## What the task asks
Find "Quick job: Read" in the material below and restate exactly the line holding it together with every line that comes after.

## Records to process
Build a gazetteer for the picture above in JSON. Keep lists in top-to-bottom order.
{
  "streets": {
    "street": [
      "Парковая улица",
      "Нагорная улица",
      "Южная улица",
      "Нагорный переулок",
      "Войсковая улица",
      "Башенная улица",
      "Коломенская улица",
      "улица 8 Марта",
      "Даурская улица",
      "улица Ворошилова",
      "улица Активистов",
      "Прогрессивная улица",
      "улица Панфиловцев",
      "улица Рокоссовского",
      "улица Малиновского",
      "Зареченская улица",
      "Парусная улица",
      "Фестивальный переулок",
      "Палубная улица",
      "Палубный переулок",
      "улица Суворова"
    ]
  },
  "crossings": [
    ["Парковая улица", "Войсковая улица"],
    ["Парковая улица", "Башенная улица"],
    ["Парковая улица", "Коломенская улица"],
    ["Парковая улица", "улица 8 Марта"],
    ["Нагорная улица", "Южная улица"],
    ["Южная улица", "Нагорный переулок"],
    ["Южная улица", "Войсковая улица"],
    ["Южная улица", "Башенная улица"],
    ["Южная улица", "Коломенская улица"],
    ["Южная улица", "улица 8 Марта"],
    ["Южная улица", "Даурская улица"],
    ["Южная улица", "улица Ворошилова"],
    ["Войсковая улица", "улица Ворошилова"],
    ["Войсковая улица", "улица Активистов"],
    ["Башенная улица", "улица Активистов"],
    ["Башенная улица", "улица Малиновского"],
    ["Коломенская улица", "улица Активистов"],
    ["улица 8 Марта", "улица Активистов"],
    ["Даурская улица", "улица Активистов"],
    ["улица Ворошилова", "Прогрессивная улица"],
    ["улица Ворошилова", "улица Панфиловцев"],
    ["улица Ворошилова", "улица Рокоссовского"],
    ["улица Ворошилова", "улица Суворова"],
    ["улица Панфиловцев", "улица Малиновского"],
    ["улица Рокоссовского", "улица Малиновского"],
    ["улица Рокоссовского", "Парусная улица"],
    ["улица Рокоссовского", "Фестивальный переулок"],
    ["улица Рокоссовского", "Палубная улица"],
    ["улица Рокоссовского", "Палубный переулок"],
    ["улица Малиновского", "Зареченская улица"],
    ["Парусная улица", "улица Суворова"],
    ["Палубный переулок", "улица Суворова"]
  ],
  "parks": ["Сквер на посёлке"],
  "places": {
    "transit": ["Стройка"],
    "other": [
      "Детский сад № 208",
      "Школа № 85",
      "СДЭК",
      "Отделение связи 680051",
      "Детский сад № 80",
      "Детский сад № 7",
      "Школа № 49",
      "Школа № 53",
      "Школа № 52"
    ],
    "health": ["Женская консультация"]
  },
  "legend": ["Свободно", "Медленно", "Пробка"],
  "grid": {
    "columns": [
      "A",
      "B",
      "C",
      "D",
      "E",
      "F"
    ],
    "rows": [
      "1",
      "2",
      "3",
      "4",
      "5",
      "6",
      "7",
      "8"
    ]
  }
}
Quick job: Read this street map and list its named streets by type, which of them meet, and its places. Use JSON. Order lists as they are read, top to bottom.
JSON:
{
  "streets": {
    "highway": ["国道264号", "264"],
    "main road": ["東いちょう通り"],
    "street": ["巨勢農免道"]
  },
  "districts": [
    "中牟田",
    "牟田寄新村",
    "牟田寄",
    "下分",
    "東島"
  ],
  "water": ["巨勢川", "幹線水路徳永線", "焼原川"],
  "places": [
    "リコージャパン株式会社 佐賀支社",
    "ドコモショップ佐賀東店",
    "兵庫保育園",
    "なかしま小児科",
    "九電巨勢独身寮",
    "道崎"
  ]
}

## Answer section
Quick job: Read this street map and list its named streets by type, which of them meet, and its places. Use JSON. Order lists as they are read, top to bottom.
JSON:
{
  "streets": {
    "highway": ["国道264号", "264"],
    "main road": ["東いちょう通り"],
    "street": ["巨勢農免道"]
  },
  "districts": [
    "中牟田",
    "牟田寄新村",
    "牟田寄",
    "下分",
    "東島"
  ],
  "water": ["巨勢川", "幹線水路徳永線", "焼原川"],
  "places": [
    "リコージャパン株式会社 佐賀支社",
    "ドコモショップ佐賀東店",
    "兵庫保育園",
    "なかしま小児科",
    "九電巨勢独身寮",
    "道崎"
  ]
}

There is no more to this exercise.